** Opening WORKING DATA block **

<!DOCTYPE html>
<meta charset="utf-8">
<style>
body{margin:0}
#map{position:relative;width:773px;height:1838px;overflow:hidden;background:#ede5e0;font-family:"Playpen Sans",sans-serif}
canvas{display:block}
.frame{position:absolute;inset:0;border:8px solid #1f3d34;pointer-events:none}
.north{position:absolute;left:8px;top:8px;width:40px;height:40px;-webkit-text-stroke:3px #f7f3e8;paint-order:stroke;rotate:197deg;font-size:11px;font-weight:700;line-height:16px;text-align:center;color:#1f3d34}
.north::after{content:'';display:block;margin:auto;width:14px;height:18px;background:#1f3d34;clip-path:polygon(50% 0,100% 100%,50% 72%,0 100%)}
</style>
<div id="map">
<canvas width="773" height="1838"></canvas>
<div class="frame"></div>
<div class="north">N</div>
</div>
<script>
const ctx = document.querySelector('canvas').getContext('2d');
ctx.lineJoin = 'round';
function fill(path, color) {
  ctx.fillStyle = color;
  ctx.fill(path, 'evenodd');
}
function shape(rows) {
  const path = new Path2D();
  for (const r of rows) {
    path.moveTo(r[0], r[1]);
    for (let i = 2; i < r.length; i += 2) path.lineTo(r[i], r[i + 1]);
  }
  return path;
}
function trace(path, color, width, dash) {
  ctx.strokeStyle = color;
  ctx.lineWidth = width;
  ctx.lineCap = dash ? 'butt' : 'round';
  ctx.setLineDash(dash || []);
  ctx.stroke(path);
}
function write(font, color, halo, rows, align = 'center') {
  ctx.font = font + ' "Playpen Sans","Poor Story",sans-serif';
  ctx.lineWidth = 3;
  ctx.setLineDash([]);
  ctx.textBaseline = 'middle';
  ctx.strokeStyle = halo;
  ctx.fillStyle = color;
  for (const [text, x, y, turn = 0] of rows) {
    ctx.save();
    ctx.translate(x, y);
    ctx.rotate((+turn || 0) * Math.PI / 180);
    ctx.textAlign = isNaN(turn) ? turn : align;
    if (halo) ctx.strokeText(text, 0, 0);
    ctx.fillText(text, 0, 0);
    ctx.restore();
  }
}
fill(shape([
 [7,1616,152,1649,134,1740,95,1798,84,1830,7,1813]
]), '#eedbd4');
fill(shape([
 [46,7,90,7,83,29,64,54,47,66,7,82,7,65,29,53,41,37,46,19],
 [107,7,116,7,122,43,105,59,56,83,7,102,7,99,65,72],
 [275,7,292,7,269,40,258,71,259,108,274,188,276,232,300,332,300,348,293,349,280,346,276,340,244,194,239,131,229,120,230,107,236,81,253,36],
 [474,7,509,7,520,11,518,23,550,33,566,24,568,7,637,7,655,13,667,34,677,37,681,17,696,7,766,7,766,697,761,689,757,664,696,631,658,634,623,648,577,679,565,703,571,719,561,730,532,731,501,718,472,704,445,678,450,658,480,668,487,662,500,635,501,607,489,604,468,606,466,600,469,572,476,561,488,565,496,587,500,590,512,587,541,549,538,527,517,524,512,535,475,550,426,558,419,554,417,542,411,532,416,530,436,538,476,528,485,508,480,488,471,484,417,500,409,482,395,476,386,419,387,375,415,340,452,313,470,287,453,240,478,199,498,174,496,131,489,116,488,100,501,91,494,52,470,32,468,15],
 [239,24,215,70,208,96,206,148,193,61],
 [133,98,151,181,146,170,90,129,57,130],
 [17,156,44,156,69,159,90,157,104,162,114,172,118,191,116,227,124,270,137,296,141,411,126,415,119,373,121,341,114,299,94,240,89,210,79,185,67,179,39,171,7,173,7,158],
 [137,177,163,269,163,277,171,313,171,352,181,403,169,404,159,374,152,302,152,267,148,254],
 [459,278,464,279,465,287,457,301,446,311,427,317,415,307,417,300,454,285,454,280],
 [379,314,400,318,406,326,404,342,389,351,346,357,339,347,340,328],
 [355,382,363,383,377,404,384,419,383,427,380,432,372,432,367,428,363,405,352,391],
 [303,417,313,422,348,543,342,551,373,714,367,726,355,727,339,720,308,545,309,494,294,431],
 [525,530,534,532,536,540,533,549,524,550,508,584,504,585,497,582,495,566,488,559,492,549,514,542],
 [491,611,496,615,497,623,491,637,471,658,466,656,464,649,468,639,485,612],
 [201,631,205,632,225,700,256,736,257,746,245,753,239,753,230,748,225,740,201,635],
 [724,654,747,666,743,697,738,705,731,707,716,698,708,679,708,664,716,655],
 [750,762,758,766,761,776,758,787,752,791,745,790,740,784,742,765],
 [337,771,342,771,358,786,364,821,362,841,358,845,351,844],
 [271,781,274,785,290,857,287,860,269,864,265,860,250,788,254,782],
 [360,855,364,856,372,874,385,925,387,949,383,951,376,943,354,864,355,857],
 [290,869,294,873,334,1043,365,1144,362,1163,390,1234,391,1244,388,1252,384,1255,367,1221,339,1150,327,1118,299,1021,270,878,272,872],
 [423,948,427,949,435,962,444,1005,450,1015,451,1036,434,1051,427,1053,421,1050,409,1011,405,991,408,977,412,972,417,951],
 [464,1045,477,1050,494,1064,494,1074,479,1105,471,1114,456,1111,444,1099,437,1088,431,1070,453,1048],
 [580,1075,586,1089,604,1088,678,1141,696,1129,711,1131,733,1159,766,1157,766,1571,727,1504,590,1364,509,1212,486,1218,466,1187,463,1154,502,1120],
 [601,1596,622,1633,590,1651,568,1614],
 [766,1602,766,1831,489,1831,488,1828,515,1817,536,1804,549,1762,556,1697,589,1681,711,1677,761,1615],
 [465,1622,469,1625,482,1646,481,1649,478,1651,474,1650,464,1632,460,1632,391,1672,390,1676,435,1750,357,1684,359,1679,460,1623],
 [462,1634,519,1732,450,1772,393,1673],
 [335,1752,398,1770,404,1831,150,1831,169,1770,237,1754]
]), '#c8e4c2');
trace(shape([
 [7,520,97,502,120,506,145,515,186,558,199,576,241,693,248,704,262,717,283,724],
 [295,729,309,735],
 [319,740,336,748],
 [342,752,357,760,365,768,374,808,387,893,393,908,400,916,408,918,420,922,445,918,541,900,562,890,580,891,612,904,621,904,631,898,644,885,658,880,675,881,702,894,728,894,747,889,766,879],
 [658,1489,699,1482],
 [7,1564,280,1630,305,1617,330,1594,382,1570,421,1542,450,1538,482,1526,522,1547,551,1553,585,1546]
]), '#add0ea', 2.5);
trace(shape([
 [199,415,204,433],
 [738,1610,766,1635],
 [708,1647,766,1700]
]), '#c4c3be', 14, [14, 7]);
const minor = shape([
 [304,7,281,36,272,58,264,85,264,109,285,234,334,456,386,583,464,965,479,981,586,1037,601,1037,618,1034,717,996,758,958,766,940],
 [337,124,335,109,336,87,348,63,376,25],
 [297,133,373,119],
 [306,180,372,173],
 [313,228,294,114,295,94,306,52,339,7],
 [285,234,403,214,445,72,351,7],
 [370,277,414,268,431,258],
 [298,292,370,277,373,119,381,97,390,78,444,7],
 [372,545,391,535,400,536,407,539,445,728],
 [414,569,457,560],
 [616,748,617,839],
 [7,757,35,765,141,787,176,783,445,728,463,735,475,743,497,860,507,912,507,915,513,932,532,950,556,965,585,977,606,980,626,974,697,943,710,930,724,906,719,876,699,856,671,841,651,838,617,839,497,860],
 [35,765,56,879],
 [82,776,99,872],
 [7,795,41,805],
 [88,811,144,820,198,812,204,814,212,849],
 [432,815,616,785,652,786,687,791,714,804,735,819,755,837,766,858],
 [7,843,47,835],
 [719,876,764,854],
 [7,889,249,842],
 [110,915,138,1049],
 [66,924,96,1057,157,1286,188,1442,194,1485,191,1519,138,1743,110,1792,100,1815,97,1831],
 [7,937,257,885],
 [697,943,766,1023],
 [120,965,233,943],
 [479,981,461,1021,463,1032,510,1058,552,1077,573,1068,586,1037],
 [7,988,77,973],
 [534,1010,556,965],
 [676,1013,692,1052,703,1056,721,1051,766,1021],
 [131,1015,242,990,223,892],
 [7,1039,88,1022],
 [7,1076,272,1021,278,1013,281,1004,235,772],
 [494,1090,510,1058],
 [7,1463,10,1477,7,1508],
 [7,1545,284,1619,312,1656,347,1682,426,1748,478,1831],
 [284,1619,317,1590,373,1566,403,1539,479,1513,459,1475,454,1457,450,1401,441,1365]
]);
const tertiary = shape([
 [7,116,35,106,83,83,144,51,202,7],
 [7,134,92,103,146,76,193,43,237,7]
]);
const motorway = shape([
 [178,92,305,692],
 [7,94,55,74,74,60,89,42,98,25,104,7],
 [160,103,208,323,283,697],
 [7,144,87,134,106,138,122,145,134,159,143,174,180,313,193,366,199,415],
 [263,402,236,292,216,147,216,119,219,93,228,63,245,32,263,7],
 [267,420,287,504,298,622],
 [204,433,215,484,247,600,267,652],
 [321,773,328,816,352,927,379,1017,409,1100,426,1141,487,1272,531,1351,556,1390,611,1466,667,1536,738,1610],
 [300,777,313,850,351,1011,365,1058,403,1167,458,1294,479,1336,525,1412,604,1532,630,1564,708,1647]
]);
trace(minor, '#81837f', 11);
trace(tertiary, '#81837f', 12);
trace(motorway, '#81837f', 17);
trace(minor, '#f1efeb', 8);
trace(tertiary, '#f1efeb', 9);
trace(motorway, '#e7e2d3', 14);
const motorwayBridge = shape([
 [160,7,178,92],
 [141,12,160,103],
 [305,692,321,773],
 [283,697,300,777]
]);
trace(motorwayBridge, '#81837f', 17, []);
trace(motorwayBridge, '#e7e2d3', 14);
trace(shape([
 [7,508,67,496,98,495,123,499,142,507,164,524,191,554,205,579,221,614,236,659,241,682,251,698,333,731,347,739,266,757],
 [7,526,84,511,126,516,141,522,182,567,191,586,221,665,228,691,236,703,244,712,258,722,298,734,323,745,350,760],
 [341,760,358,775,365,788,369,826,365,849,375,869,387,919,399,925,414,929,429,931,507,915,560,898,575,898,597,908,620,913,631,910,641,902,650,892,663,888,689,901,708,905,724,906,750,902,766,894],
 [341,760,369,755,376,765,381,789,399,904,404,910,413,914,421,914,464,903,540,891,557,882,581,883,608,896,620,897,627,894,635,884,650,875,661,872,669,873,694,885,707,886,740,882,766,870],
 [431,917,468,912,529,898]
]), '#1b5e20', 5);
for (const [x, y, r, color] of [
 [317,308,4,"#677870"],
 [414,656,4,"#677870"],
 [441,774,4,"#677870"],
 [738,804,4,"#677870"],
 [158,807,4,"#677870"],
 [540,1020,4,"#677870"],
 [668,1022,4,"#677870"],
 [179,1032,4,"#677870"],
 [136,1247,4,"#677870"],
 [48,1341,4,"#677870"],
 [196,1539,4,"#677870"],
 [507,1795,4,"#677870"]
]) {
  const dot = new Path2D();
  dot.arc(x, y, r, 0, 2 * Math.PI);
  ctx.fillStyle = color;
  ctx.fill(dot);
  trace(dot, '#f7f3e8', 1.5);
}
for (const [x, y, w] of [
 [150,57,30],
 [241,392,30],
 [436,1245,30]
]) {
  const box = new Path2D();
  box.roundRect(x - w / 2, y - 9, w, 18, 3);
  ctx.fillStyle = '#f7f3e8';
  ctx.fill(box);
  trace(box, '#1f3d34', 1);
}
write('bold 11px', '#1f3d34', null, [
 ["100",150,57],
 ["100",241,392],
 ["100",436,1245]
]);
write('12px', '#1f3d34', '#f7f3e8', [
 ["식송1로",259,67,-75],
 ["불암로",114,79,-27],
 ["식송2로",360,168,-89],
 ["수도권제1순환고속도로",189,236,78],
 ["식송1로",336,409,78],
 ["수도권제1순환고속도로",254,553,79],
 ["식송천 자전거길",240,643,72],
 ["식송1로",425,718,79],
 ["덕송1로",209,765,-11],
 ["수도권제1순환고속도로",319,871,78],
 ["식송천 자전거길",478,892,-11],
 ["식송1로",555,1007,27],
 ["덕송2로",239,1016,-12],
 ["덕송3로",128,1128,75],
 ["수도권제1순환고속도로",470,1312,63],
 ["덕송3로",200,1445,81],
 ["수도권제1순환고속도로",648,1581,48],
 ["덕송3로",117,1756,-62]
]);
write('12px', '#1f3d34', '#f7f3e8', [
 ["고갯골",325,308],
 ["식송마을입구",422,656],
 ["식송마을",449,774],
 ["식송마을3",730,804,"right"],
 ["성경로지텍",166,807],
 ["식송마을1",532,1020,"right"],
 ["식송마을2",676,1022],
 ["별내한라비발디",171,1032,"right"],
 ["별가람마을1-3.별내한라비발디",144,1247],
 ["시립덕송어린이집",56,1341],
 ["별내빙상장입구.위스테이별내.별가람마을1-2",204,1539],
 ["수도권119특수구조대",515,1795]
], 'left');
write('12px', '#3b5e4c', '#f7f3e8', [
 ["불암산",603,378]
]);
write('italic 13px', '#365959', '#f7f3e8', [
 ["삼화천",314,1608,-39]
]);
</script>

** Closing WORKING DATA block **

TASK OBJECTIVE — Search the data for the word "canvas" and copy each line where it appears.

EXERCISE SOLUTION —
canvas{display:block}
<canvas width="773" height="1838"></canvas>
const ctx = document.querySelector('canvas').getContext('2d');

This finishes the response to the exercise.